It's a little different in this case.
It certainly is. I got a chance to do some quick tests. Please check that I'm doing this right because there aren't really any instructions for this yet.
Let's start with the Canon menu. Make sure to have the camera in movie recording mode. We're going for mv1080 video (3x3 line skipping) so the camera should be set up for 1920x1080 24fps.

Everything else is set up via the Magic Lantern menu starting with making sure both the crop_rec and mlv_rec modules are loaded.

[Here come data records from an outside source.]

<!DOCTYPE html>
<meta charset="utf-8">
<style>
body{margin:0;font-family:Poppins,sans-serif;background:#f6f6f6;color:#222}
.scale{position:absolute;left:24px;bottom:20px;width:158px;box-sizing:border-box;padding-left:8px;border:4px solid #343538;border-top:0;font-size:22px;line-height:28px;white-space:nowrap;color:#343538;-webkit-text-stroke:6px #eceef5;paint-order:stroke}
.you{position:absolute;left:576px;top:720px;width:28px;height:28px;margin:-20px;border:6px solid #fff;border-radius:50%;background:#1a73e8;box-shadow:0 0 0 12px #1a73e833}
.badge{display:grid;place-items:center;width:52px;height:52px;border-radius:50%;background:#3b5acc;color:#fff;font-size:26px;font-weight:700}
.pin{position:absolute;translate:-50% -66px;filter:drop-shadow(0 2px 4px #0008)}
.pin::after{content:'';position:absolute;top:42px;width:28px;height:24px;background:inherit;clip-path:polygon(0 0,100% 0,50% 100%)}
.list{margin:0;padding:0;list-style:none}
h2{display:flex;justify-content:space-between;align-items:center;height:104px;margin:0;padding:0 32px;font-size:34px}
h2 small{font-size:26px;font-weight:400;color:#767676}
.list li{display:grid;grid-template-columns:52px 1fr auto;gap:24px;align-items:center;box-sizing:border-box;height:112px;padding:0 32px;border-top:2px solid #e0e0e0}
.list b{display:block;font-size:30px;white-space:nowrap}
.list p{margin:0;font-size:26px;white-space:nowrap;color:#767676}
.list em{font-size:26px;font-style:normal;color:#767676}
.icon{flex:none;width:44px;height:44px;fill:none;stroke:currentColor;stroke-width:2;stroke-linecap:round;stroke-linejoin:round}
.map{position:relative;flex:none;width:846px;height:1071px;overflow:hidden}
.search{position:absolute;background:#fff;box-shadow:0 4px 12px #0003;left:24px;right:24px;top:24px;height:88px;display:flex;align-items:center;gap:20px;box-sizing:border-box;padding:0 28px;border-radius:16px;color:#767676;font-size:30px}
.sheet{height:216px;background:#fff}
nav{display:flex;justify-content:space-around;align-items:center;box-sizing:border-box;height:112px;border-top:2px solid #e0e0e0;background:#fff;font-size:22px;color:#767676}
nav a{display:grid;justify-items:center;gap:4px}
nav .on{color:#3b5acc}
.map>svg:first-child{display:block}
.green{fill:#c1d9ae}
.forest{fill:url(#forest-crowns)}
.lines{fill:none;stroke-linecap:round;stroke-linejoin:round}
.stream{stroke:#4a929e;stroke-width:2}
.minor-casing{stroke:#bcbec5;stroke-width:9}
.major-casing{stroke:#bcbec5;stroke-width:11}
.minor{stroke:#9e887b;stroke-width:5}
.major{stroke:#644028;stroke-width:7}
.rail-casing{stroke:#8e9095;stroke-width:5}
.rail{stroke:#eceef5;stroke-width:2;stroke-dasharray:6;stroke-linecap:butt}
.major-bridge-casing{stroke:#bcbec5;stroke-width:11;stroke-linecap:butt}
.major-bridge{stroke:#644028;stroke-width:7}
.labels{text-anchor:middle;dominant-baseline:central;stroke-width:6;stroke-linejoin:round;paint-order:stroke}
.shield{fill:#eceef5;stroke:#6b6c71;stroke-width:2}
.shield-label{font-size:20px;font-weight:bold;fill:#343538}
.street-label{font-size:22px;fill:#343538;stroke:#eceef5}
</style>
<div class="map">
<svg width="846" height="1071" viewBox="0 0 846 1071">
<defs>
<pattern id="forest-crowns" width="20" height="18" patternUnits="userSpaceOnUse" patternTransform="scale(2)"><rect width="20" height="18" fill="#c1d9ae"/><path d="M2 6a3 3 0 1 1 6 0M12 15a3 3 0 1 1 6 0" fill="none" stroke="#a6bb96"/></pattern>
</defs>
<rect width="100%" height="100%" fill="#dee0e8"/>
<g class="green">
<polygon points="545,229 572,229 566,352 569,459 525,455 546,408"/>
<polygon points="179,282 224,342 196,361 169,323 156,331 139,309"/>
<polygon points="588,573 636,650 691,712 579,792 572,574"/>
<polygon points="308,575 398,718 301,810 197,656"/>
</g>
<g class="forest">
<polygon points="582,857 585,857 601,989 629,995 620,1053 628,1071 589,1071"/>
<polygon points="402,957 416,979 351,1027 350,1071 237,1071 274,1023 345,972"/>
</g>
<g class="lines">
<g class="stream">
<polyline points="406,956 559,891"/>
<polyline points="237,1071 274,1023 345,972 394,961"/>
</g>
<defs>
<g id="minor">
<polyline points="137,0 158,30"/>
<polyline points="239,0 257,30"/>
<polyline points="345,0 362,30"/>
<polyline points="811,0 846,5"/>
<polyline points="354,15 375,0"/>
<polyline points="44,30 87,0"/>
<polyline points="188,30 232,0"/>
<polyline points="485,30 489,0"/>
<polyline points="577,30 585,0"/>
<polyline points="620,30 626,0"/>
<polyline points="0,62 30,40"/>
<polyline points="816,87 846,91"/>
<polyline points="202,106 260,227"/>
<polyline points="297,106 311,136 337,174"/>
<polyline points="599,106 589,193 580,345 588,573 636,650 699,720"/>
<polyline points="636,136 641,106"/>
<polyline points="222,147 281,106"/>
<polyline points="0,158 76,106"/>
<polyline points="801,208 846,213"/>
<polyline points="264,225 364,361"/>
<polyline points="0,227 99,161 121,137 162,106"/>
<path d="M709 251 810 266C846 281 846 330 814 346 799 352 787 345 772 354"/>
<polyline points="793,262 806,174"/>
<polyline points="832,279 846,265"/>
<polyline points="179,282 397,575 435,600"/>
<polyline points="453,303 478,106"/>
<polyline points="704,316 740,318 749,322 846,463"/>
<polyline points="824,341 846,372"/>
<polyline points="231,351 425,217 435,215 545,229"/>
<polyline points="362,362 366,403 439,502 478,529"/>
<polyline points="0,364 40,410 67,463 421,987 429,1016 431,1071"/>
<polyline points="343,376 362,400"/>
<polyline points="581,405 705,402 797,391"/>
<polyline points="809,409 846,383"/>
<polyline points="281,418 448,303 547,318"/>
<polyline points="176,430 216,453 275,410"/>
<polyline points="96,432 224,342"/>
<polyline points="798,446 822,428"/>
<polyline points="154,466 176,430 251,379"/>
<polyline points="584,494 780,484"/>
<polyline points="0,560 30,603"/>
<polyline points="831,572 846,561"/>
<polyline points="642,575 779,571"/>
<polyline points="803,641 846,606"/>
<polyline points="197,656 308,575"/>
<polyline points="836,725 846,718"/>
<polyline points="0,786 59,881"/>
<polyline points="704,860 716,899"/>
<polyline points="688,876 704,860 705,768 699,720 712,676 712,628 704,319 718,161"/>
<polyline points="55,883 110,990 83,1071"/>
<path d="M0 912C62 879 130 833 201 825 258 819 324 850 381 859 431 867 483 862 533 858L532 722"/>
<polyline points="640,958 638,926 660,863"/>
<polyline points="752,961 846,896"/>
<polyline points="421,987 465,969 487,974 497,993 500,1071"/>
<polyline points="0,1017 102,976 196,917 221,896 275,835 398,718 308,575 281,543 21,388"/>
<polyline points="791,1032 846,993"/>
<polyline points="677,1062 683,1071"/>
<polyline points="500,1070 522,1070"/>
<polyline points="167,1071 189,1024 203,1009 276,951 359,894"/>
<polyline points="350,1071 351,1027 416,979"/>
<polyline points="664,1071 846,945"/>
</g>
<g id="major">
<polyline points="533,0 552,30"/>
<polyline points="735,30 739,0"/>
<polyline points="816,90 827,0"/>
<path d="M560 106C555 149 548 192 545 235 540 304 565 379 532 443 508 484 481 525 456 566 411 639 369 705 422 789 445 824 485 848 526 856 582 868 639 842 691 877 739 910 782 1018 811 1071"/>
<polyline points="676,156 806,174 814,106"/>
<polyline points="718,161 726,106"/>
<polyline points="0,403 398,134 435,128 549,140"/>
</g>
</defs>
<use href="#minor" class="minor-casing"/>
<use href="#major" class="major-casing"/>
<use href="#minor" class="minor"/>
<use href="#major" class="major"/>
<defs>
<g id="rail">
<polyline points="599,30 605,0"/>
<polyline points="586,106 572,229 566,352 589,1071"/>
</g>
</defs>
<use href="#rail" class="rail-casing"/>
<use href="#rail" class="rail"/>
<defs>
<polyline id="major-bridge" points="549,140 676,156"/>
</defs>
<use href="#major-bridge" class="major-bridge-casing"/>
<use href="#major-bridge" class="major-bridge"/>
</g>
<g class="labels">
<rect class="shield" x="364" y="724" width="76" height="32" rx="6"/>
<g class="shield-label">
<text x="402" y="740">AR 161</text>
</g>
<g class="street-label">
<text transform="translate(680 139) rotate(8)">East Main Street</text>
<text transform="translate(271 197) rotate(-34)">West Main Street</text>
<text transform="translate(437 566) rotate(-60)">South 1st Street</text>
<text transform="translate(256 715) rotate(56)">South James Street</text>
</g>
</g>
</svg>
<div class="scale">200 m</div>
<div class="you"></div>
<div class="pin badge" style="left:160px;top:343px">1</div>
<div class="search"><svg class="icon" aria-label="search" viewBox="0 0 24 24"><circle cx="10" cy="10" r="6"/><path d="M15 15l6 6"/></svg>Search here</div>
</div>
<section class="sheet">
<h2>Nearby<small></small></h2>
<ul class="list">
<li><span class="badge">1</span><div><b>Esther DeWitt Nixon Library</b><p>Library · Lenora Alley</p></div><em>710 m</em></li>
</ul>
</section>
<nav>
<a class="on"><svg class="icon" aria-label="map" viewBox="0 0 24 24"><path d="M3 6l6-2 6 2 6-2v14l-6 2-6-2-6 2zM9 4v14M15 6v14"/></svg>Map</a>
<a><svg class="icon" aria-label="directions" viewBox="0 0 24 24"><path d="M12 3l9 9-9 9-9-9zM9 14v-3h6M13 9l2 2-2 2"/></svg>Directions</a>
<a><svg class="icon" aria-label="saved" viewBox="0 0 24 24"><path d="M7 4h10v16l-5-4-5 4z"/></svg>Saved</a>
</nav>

Turn on the crop_rec module and pick the
3x3 720p (1x wide) option. Yeah, it is confusing because the Canon menu is set to 1080p and the crop_mode is set to 720p but it will all make sense in a few steps.

The frame size that I really wanted is 1280x720, that's a 16:9 aspect ratio but the maximum vertical resolution is 692 which corresponds to a 1.85:1 aspect ratio. Ok, close enough and it is a standard cinema aspect ratio so I'm good with that.

When you go to LiveView everything looks "normal" if you've ever shot raw video except maybe the crop doesn't look quite right and there's a little warning sign at the bottom of the screen. If you look back a couple of screenshots you'll see a message saying, "After leaving ML menu, press PLAY twice to enable crop mode."

This is what it looks like after pressing PLAY twice. Wow, that's quite a stretch!

The default settings are for most of the screen overlays to disappear when recording. I find that the best way to frame your shot is to make some marks right on the screen with tape or a marker. Lo-tech but it works.

I haven't shot any video's worth sharing using this module yet but here's a frame of a quick shot using the above settings. The actual frame size is 1280x692 and the EOSM seems to have no problem recording continuously at this setting. That wild moiré going on in the background is due to a window screen. This is "normal" with raw video and these ML enabled Canon cameras (with the notable exception of the 5D3).

So why 720 (or actually 692) and not 1080 and isn't this supposed to be mv1080? The frame full buffer when recording 1080p video on the EOSM is 1808x1190. The camera is skipping every 3rd pixel horizontally and vertically and the maximum resolution of the sensor is 5184 x 3456, give or take. In mv720 mode it is a 3x5 pattern skipping 3 pixels horizontally and 5 pixels vertically with a buffer size of 1808x727. When recording H.254 the frame is scaled up in 1080p mode and in 720p mode it is scaled down but only in the horizontal axis. Ok so in mv1080 mode the ML menu should go up to 1728x1158 on the EOSM like it does on it's big cousin, the 700D (the full buffer is cropped when recording video). However, there's no way to record that much data with the camera's hardware so we're limited to a frame size of about 1280x720. You can vary the dimensions somewhat, it is the size of the frame in MB that matters. Make sense? Good, now can someone explain it to me because I'm not sure I got this right. As far as I know this isn't really documented all in one place.
Long story longer, @rbrune has figured out a way to get mv1080 raw video out of the EOSM. What I'm finding very intriguing is that there are no focus pixels showing up on the frames. Just to make sure I'm not seeing things I used mlv_dump to create the DNG frames because MLVFS automatically masks out the focus pixels. Now how did that happen? Maybe there is an answer to
dealing with focus pixels in camera?